Recipe by *Pixie*
I like to whip this up after a day at work and relax while it's baking. If desired you can make it even faster by using two tins of cream of mushroom soup instead of the home made white sauce in the recipe.
- 3 (7 1/2 ounce) cans salmon, water packed,drained and mashed,reserving about
- 3 tablespoons water (from the can)
- 1 onion, finely diced
- 1 green pepper, deseeded and diced
- 3 cups frozen mixed vegetables
- 1 can water chestnut, drained and cut in thin strips (optional)

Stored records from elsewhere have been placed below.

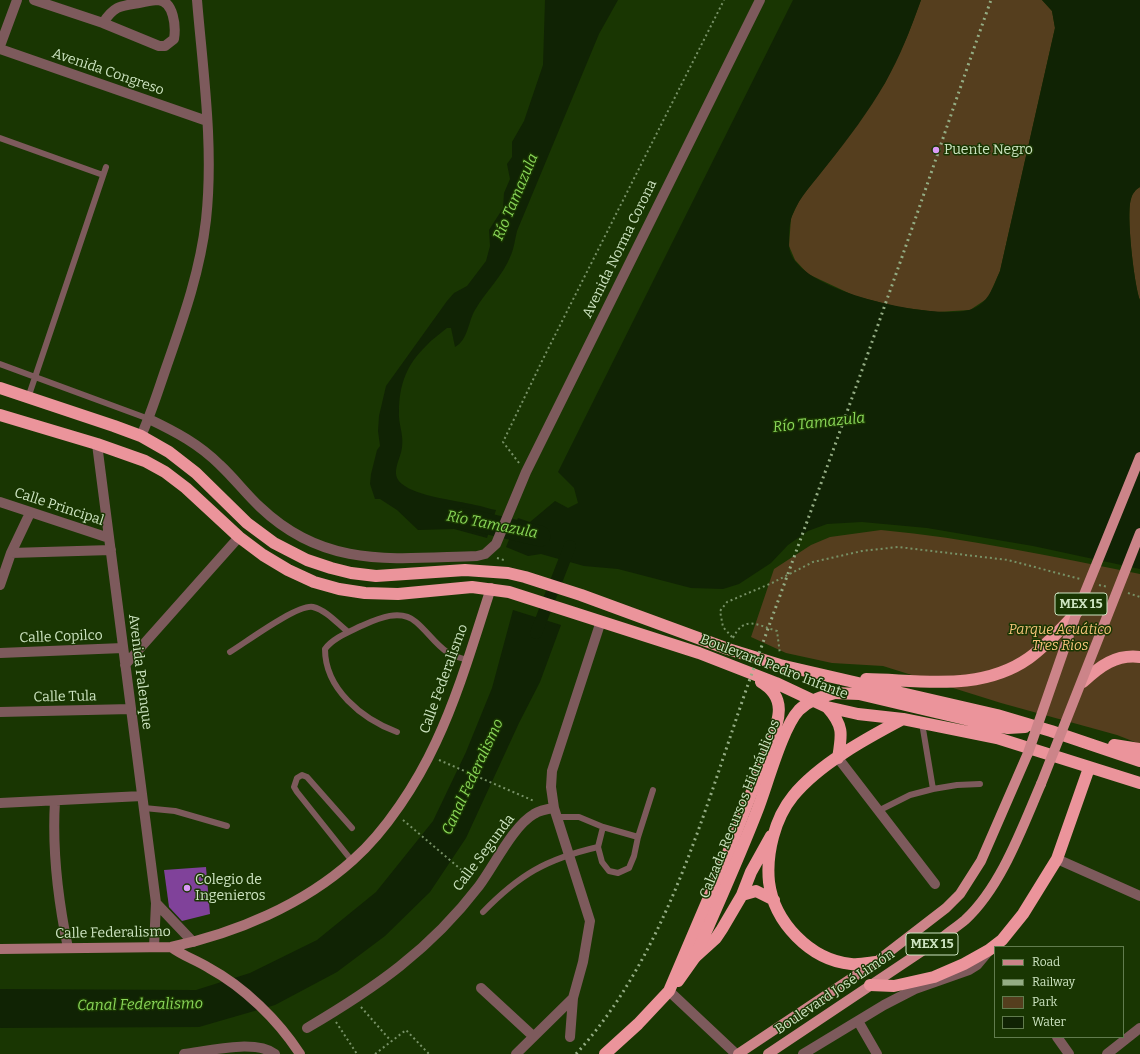 <!DOCTYPE html>
<html>
<head>
<meta charset="utf-8">
<style>
  body { margin:0 }
  #map { position:relative; width:1140px; height:1054px; overflow:hidden; background:#193602; font-family:Bitter,serif }
  canvas { display:block }
  .legend { position:absolute; left:994px; top:946px; width:130px; height:92px; box-sizing:border-box; background:#193602; border:1px solid #617c4e; margin:0; padding:5px 7px; list-style:none; font-size:12px; color:#cde4c1 }
  .legend li { display:flex; align-items:center; gap:8px; height:20px }
  .legend b { width:20px; border:1px solid #617c4e }
</style>
</head>
<body>
<div id="map">
<canvas width="1140" height="1054"></canvas>
<ul class="legend">
<li><b style="height:5px;background:#cc8489"></b>Road</li>
<li><b style="height:5px;background:#94ad84"></b>Railway</li>
<li><b style="height:11px;background:#553e1e"></b>Park</li>
<li><b style="height:11px;background:#102304"></b>Water</li>
</ul>
</div>
<script>
const g = document.querySelector('canvas').getContext('2d');
g.lineJoin = 'round';
function fillPath(path, color) {
  g.fillStyle = color;
  g.fill(path, 'evenodd');
}
function stroke(path, color, width, dash) {
  g.strokeStyle = color;
  g.lineWidth = width;
  g.lineCap = dash ? 'butt' : 'round';
  g.setLineDash(dash || []);
  g.stroke(path);
}
function label(font, color, halo, rows, align = 'center') {
  g.font = font + ' Bitter,serif';
  g.lineWidth = 3;
  g.setLineDash([]);
  g.textBaseline = 'middle';
  g.strokeStyle = halo;
  g.fillStyle = color;
  for (const [text, x, y, turn = 0] of rows) {
    g.save();
    g.translate(x, y);
    g.rotate((+turn || 0) * Math.PI / 180);
    g.textAlign = isNaN(turn) ? turn : align;
    if (halo) g.strokeText(text, 0, 0);
    g.fillText(text, 0, 0);
    g.restore();
  }
}
fillPath(new Path2D(`
  M921 0H1042L1052 11 1055 28 1000 271 988 298 970 310 937 312 898 307 855 296 808 274 795 260 789 246 791 218 800 199 837 152 885 83 907 37Z
  M1140 187V300C1134 284 1126 213 1131 199 1132 194 1136 189 1140 187Z
  M881 530C968 538 1054 557 1140 574V744L1117 735 1001 703 883 666 832 663 786 653 751 637 774 569 811 545 830 537Z`), '#553e1e');
fillPath(new Path2D(`
  M545 0H618L599 34 517 231C515 239 514 248 511 255 503 276 486 291 475 310 468 322 468 340 455 347L451 328H447C440 334 432 339 426 346 407 364 399 385 399 411 398 424 404 434 402 447 401 459 389 474 402 484 418 497 455 500 475 505 482 506 489 509 496 510L487 538 454 529 418 530 397 510 380 499H375L370 484 371 474 377 450 380 446 378 431 379 416 386 386 447 301 454 293 467 286 486 261 490 246 489 230 503 208 504 193 510 179 507 164 512 157V142L524 121 543 65Z
  M793 0H921C911 28 900 57 885 83 869 111 848 139 828 164 815 181 799 197 792 216 789 224 789 235 789 243 786 291 934 320 969 310 988 305 993 287 1000 271L1055 28 1052 11 1042 0H1140V187C1136 189 1132 194 1131 199 1126 213 1134 284 1140 300V569L1033 546 927 528 862 522 827 524 808 531 788 545 771 563 739 584 723 589 691 588 618 569 584 566 541 554 528 556 506 547 518 518 530 522 555 501 568 508 578 503 574 488 558 472Z
  M513 610 561 625 540 682 519 723 466 838 430 892 385 936 337 972 275 1005 199 1027 0 1028V989L196 990 250 973 317 940 376 892 433 821 466 752 492 688Z`), '#102304');
stroke(new Path2D(`
  M536 633 570 546`), '#102304', 12);
stroke(new Path2D(`
  M463 518 540 536`), '#102304', 21);
fillPath(new Path2D(`
  M206 867 210 914 182 921 169 907 164 870Z`), '#80429a');
stroke(new Path2D(`
  M519 463 503 442 543 359 724 0
  M497 558 504 560V562
  M1099 585 1108 587
  M1128 593 1140 597
  M732 637 723 627 720 611 727 602 772 583 813 562 862 551 898 547 1008 560 1080 579
  M733 638C744 615 757 625 777 631L780 654
  M439 760 534 801
  M403 820 471 878
  M361 1007 391 1041
  M336 1022 357 1054
  M375 1054 406 1030 429 1054`), '#779166', 2, [2, 3]);
stroke(new Path2D(`
  M0 138 103 175
  M0 364 149 419
  M28 398 106 167
  M230 652C245 643 297 604 313 607 326 610 338 624 348 632
  M397 732C362 719 325 689 325 649 333 638 349 632 361 626 377 619 400 608 416 622 427 631 435 644 447 652 454 656 460 659 467 659
  M933 789 957 785 980 784
  M144 808 175 811 227 826
  M880 810 910 795 933 789 922 723
  M603 827 638 837
  M352 828 307 777 302 775 297 778 294 787 297 792 352 861
  M598 847 602 862 609 871 618 873 629 868 634 856 638 837 653 790
  M483 912C519 875 546 859 598 847L603 827 579 817H557`), '#7d5a5c', 6);
stroke(new Path2D(`
  M34 0 103 23 159 46H165L174 39C176 27 174 1 158 0 152 0 145 2 139 3 120 6 114 6 103 23
  M0 46 17 0
  M0 49 207 121
  M149 419C176 432 199 444 220 465 234 478 246 494 260 507 326 570 395 558 477 556L485 554 496 544 526 472 760 0
  M141 436C151 414 158 391 166 368 183 319 200 272 206 220 214 147 203 72 197 0
  M97 444 156 903 154 947
  M0 502 109 538
  M11 553 111 550
  M0 585 11 553 30 513
  M0 653 123 648
  M125 665 239 537
  M0 712 131 709
  M838 758 935 884
  M55 801C52 850 58 900 68 948
  M0 803 142 796
  M1057 859 1140 896
  M156 903 193 942
  M481 988 533 1036
  M669 991 736 1054
  M858 1021 877 1054
  M307 1028C375 988 430 950 479 886 494 866 513 826 534 814 540 810 547 809 554 808
  M570 1037 573 998 583 962 590 921 554 808 551 787 552 771 601 621
  M1057 1037 1069 1054
  M184 1054C208 1051 255 1039 275 1054
  M516 1054 573 998
  M803 1054 884 1005 915 989 969 970 977 965 987 953
  M1107 1054 1140 1028`), '#7d5a5c', 10);
stroke(new Path2D(`
  M171 947C183 956 196 960 209 968 244 987 278 1020 300 1054
  M0 949 171 947C236 933 303 905 353 860 386 831 417 783 436 742 459 693 474 640 491 588`), '#aa7276', 10);
stroke(new Path2D(`
  M738 1054 876 962 946 908 960 894 981 861 1028 753
  M768 1054 943 937C950 931 958 926 965 920 1001 887 1022 828 1041 784`), '#cc8489', 10);
stroke(new Path2D(`
  M0 388 114 426 141 436 169 452 196 473 247 523 274 543 307 560 331 568 351 573 376 576 465 570 508 573 525 577 581 595 728 649 780 665 997 715 1051 731 1140 761
  M0 415 97 444 145 461 165 472 186 488 239 537 263 555 288 570 314 582 339 589 365 593 398 594 472 587 509 592 699 653 776 683 827 707 858 714 903 719 997 738 1140 783
  M866 679C922 680 981 692 1029 658 1047 645 1062 628 1077 612
  M1083 682C1100 666 1116 654 1140 657
  M835 693 859 694 986 724 1008 728 1025 727
  M827 707C844 726 842 734 838 758
  M1114 745 1140 749
  M742 895 756 891 774 900
  M876 962C868 963 859 965 851 964 810 960 774 922 769 882 766 853 775 818 793 796 819 764 867 738 903 719
  M678 981 695 957 716 938 722 929 742 895 751 872 771 836
  M870 985 894 986 934 977 964 964 989 950 1002 940 1023 914 1057 859 1089 768
  M605 1054 638 1024 669 991 730 848 768 750C777 724 790 699 761 682`), '#eb949b', 12);
stroke(new Path2D(`
  M576 1054C672 949 708 794 756 662 799 542 844 423 886 302 922 202 955 101 991 0`), '#94ad84', 3, [2, 4]);
stroke(new Path2D(`
  M1028 753 1077 612 1140 457
  M1041 784 1140 533`), '#cc8489', 10);
stroke(new Path2D(`
  M695 957C716 908 738 860 757 811 767 786 782 728 799 710 809 700 822 697 835 693`), '#eb949b', 12);
for (const [x, y, r, color] of [
  [936,150,4,"#da9af6"],
  [187,888,4,"#da9af6"]
]) {
  const dot = new Path2D();
  dot.arc(x, y, r, 0, 2 * Math.PI);
  g.fillStyle = color;
  g.fill(dot);
  stroke(dot, '#193602', 1.5);
}
for (const [x, y, w] of [
  [1081,604,52],
  [932,944,52]
]) {
  const box = new Path2D();
  box.roundRect(x - w / 2, y - 11, w, 22, 3);
  g.fillStyle = '#193602';
  g.fill(box);
  stroke(box, '#cde4c1', 1);
}
label('bold 13px', '#cde4c1', null, [
  ["MEX 15",1081,604],
  ["MEX 15",932,944]
]);
label('14px', '#cde4c1', '#193602', [
  ["Avenida Congreso",108,72,19],
  ["Avenida Norma Corona",620,249,-64],
  ["Calle Principal",59,507,18],
  ["Calle Copilco",61,637,-2],
  ["Boulevard Pedro Infante",774,667,21],
  ["Avenida Palenque",140,672,83],
  ["Calle Federalismo",444,679,-70],
  ["Calle Tula",65,697,-1],
  ["Calzada Recursos Hidráulicos",740,809,-68],
  ["Calle Segunda",484,853,-53],
  ["Calle Federalismo",113,933,-1],
  ["Boulevard José Limón",835,992,-34]
]);
label('14px', '#cde4c1', '#193602', [
  ["Puente Negro",944,150],
  ["Colegio de",195,880],
  ["Ingenieros",195,896]
], 'left');
label('italic 14px', '#f4c179', '#193602', [
  ["Parque Acuático",1060,630],
  ["Tres Rios",1060,646]
]);
label('italic 15px', '#8ad758', '#193602', [
  ["Río Tamazula",516,197,-67],
  ["Río Tamazula",819,423,-6],
  ["Río Tamazula",492,525,11],
  ["Canal Federalismo",473,777,-65],
  ["Canal Federalismo",140,1005,-1]
]);
</script>
</body>
</html>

- 1 (350 g) package broad egg noodles
- 3 cups milk
- 1 1⁄2 cups old cheddar cheese, grated (divided)
- 2 tablespoons butter
- 4 tablespoons flour
- 1⁄8 teaspoon hot red pepper flakes (optional)
- 4 slices bread, diced in 1/2 inch cubes
- 2 teaspoons garlic powder
Directions See How It's Made
- In a nonstick pan, cook the onion and green pepper in the liquid from the salmon until tender.
- Add the salmon and water chestnuts and mix thoroughly.
- Set aside.
- Prepare noodles using package directions adding the frozen vegetables for the last 5 minutes of cooking.
- Drain and set aside.
- Melt the butter in a sauce pan and add the hot red pepper, stir until bubbling and remove from heat.
- Add the flour and stir until smooth.
- Add a few tablespoons of milk and blend until smooth.
- Add the remaining milk and stir until blended.
- Return to a medium heat and cook, stirring constantly until thickened to a white sauce.
- Remove from heat.
- Add 1 cup of the cheddar cheese and stir until blended.
- Mix the cheese sauce, the noodles/veggies and the salmon mixture.
- Mix well and spread evenly in a 9" x 13" baking pan.
- Mix the bread cubes and garlic powder.
- Sprinkle evenly on top of salmon noodle mixture.
- Sprinkle evenly with 1/2 cup grated cheddar cheese.
- Bake at 350F for 20-25 minutes until hot and the bread cubes are browned.